(Multiply) complete dataset based on marginal properties of each column

Share:

Description

(Multiply) complete dataset based on marginal properties of each column

Usage

1
2
rCatsAndCntInDfr(dfr, maxFullNACatCols = 6, howManyIfTooMany = 1000, weightsName = "weights", orgriName = "orgri", reweightPerRow = FALSE, verbosity = 0, ...)
rCatsInDfr(dfr, maxFullNACatCols=6, howManyIfTooMany=1000, onlyCategorical=FALSE,	weightsName="weights", orgriName="orgri", reweightPerRow=FALSE, verbosity=0,...)

Arguments

dfr

data.frame or numdfr to complete

maxFullNACatCols, howManyIfTooMany

If a row from dfr contains more than maxFullNACatCols (default: 6) NA values, not all combinations are generated, but a +/- random subset of size howManyIfTooMany (default: 1000)

onlyCategorical

if TRUE, only the categorical columns are returned from rCatsInDfr

weightsName

if not NULL, an extra column (with this name) is added to the return value, holding a 'weight' so that all rows that originate from the same row of dfr have total weight 1 (dependent on reweightPerRow). Defaults to "weights"

orgriName

if not NULL, an extra column (with this name) is added to the return value, holding the rownumber in dfr that this row originates from. Defaults to "orgri"

reweightPerRow

If weights are returned, then for rows having more than maxFullNACatCols NA values, the weights (that are originally only relative to all possible combinations) are 'reweighted' so they sum to 1.

verbosity

The higher this value, the more levels of progress and debug information is displayed (note: in R for Windows, turn off buffered output)

...

Ignored for now

Details

The 'random subset' is created by drawing the missing categorical values based on their marginal probability in dfr.

The continuous missing data is simply filled out with the mean.

Value

Object of the same class as dfr. Dependent on onlyCategorical, it may only contain the categorical columns.

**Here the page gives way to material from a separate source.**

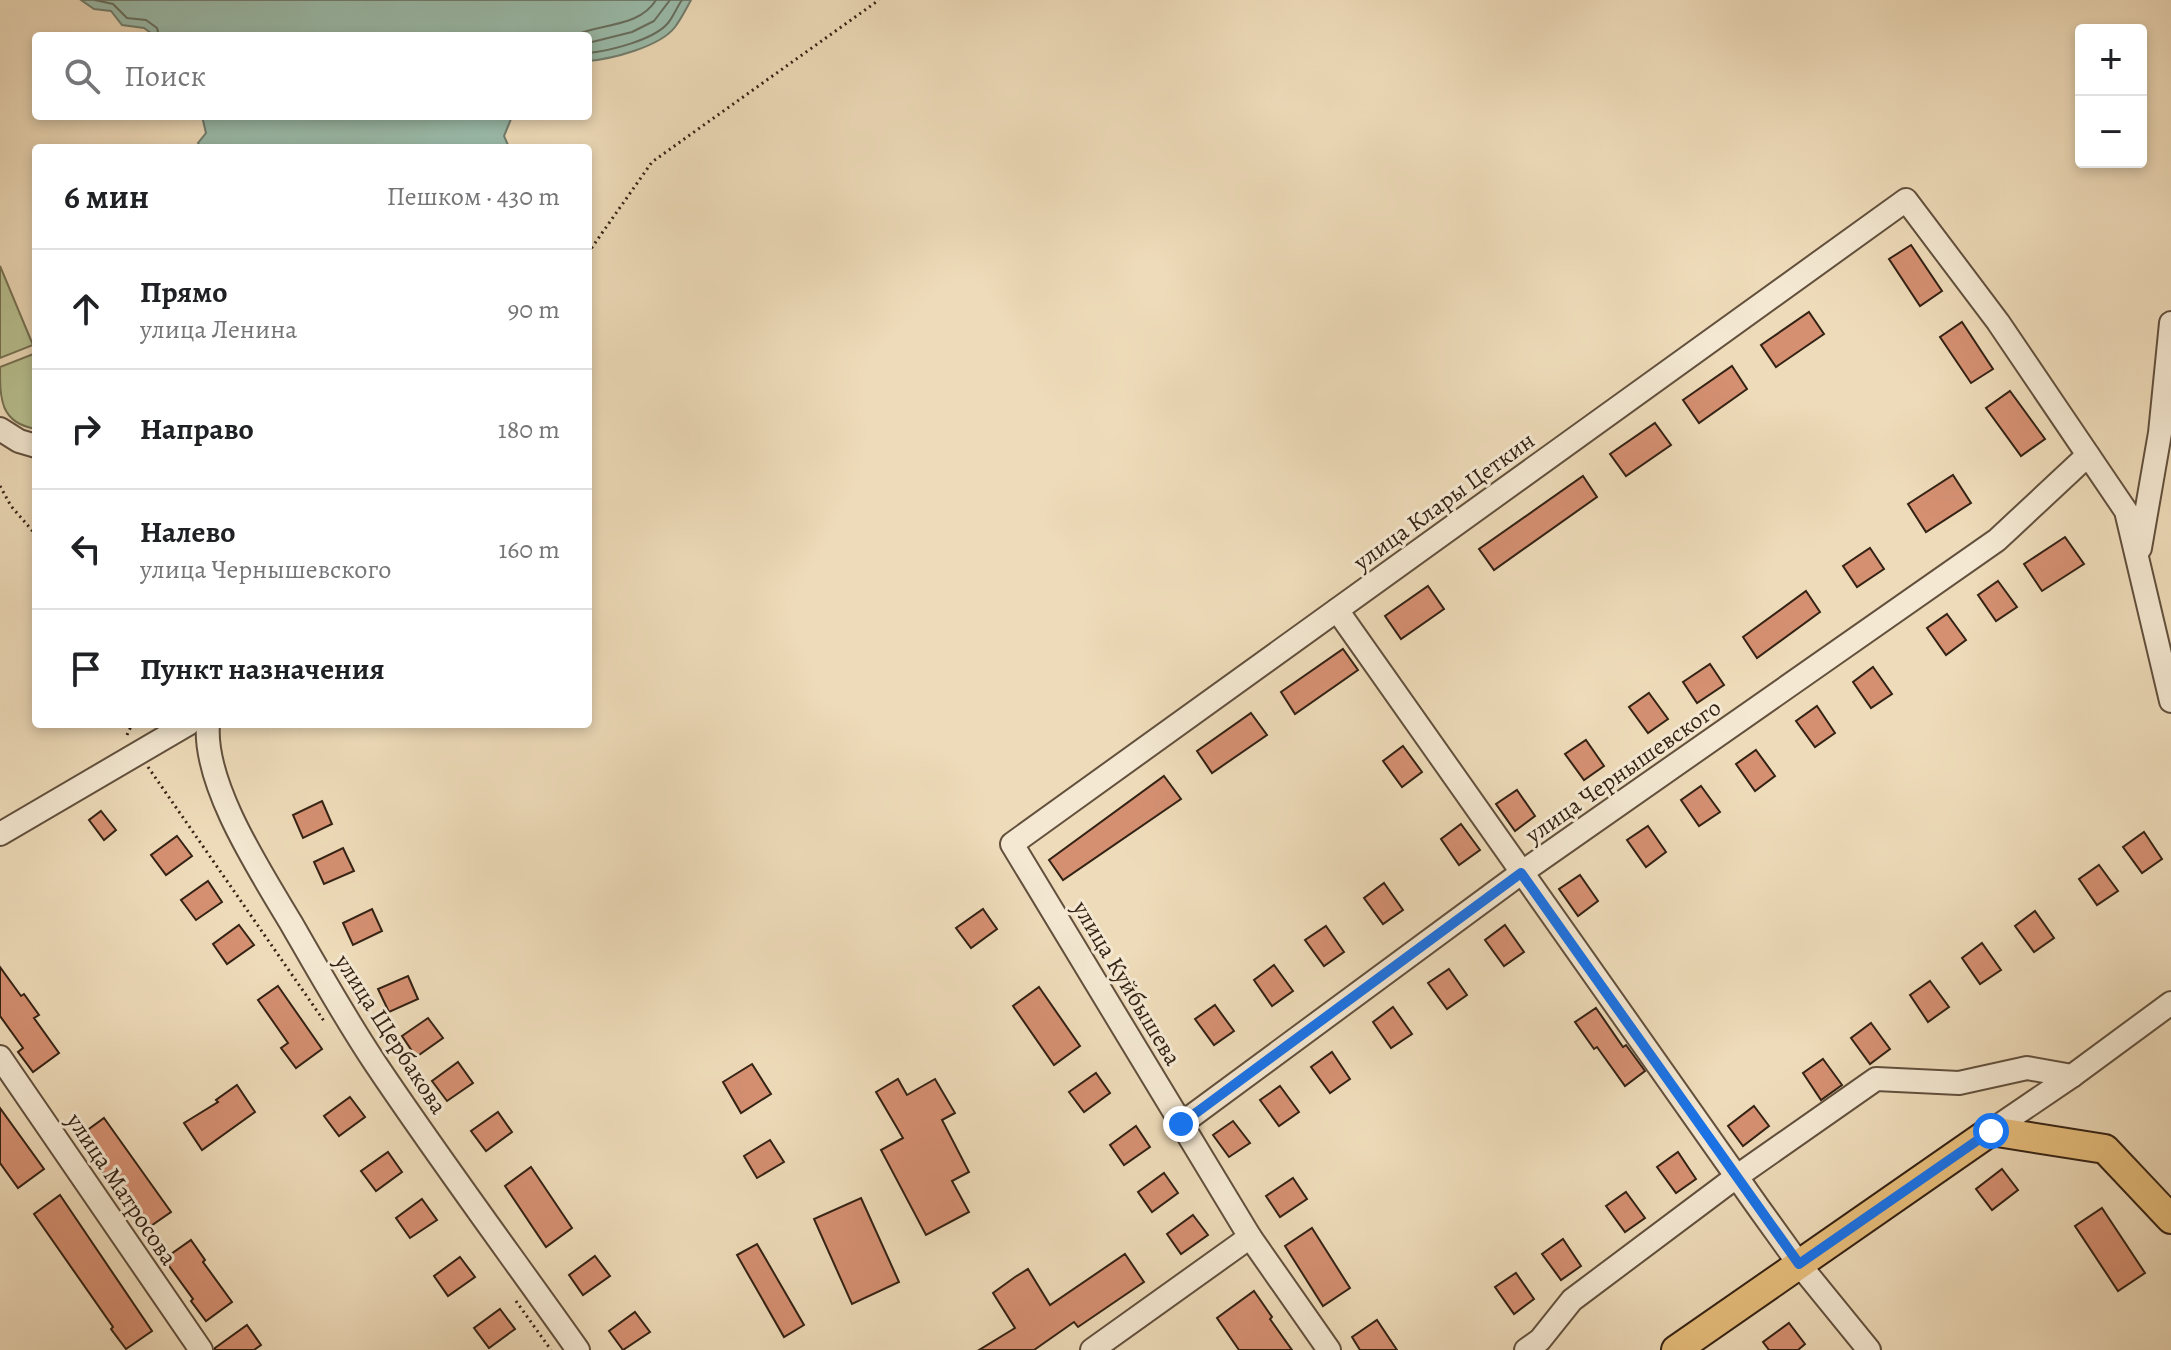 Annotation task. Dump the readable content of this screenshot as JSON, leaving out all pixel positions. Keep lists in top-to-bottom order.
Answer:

For the rest it mainly has the same structure as dfr, though it may contain two extra columns based on weightsName and orgriName.

Author(s)

Nick Sabbe (nick.sabbe@ugent.be)

See Also

GLoMo-package, NumDfr

Examples

1
2
3
iris.md<-randomNA(iris, 0.1)
iris.md.nd<-numdfr(iris.md)
iris.nd.rnd<-rCatsAndCntInDfr(iris.md.nd, orgriName=NULL, verbosity=1)